Estimated v Actual rows in query plan

  • Hi Guys,

    This is general question initially without any DDL or query plan (my company won't allow it), therefore I am expecting to receive only general answers. If this is not enough to allow anyone to provide assistance then I will do my best to create some annonymised schema / data for you.

    I have a query that I have inherited and is causing me some issues, in the past few months it has jumped up from 10 seconds to 6 minutes without the data volumes really changing that much.

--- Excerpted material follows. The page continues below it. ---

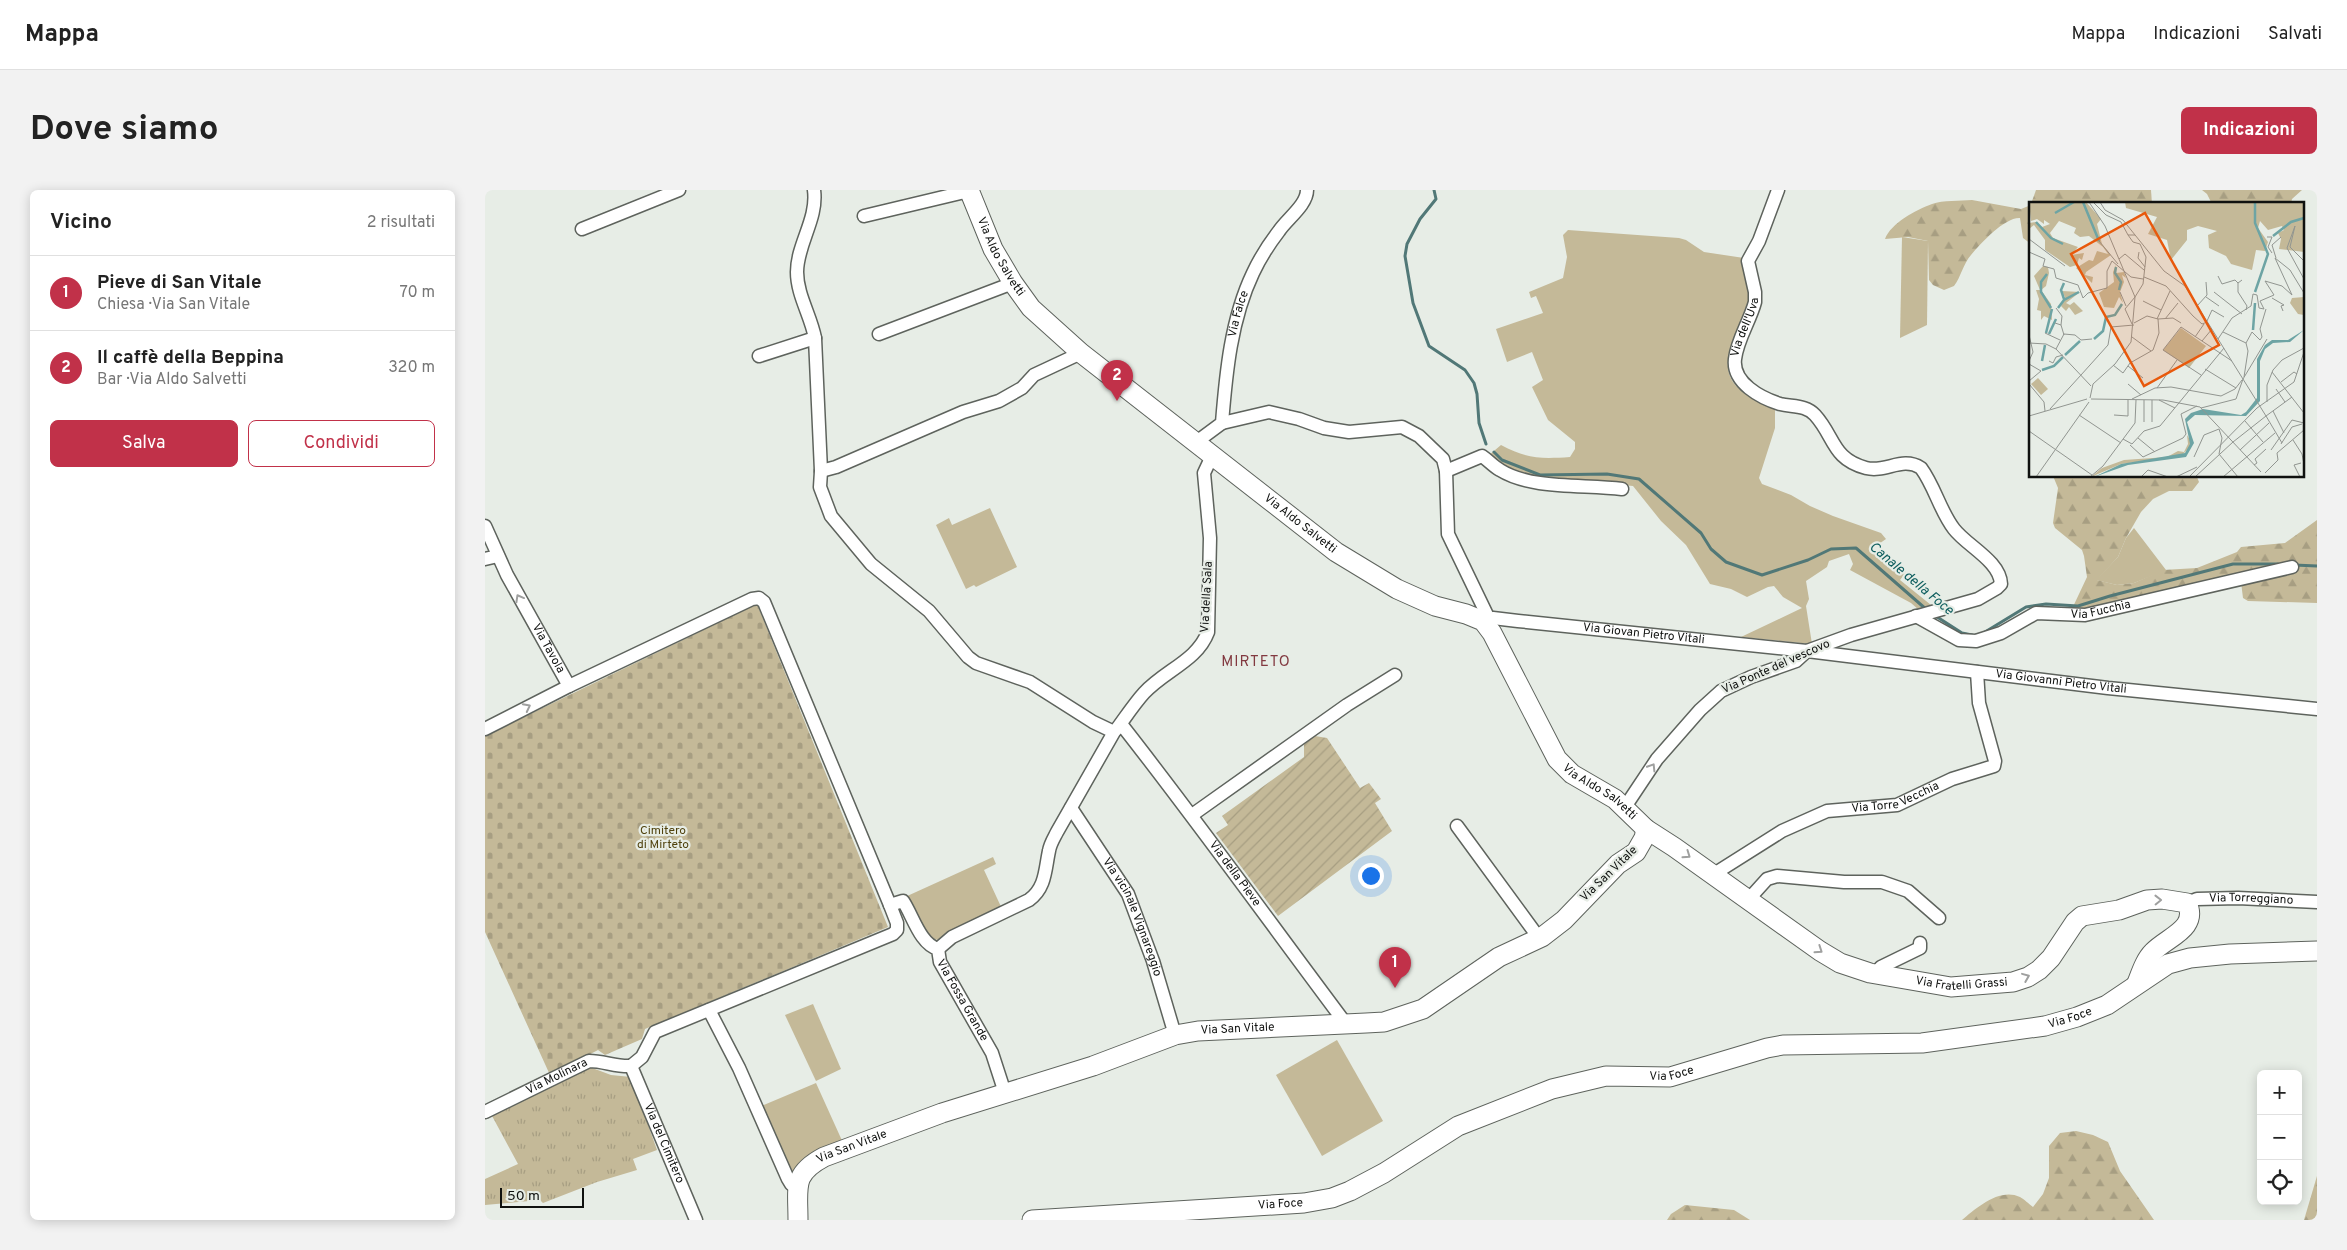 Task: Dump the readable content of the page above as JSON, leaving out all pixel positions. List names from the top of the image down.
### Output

    Here is my (example) query and what I have tried / observed.


    SELECT
           s.Id,
           cc.ContactId,
           cc.CreateDate,
           cus.FirstName,
           cus.Lastname
           FROM   dbo.v_Sales s
           LEFT JOIN dbo.v_SaleCustomerContact cc
                  ON s.ContactId = cc.ContactId              
           LEFT JOIN v_SaleCustomers cus
                  ON s.CustomerId = cus.CustomerId;

    . The join to v_SaleCustomerContact is causing the problems, the query runs in about 10 seconds without this join but 6 mins with the join included
    . All views run almost instantly when executed individually
    . I have tried adding a non clustered index on SaleCustomerContact (ContactId) INCLUDE (CreateDate) but this made it run even slower
    . Estimated v Actual rows on SaleCustomerContact are way out (estimated = 8718.4, actual =  871840)
    . I have updated statistics on SaleCustomerContact with a full scan but the estimates are still incorrect
    . The query returns around 600k rows, it returns the first 400k in about 10 seconds, then there is a delay of about 5 minutes where nothing happens and then the remaining 200k rows are returned
    . All joins are 1:1

    I am sorry for no ddl or data, I am hoping I have provided enough details to allow someone to at least point me in the right direction.

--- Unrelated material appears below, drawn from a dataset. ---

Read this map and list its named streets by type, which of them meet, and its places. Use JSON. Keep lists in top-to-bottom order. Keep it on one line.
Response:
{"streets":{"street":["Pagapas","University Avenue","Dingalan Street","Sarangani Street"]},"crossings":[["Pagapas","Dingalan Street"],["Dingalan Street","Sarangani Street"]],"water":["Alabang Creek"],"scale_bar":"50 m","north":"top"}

  • This will be hard without DDL and sample data, and especially a query plan. One thing I have noticed, however, is your joins are referencing an alias opp. You don't declare that alias, what what is it?

    Thom~

    Excuse my typos and sometimes awful grammar. My fingers work faster than my brain does.
    Larnu.uk

  • Thom A - Wednesday, April 19, 2017 3:29 AM

    This will be hard without DDL and sample data, and especially a query plan. One thing I have noticed, however, is your joins are referencing an alias opp. You don't declare that alias, what what is it?

    Sorry, this is because it wasn't the actual query and I just changed it slightly. Now fixed.

  • Anonymized query plan attached.

  • I take it from the names of the three objects in question that they're all views?  This adds a further layer of abstraction that makes it even harder for us to provide anything but the most general advice.

    If the joins are all 1:1, that suggests to me something is wrong with the database design, since I would expect such a relationship to be modelled with a single table or view, rather than requiring the join.

    John

  • Another thing to consider is the fact that you are joining 3 views to get very limited data.
    You will most likely get much better perf by getting the data directly from the underlying tables.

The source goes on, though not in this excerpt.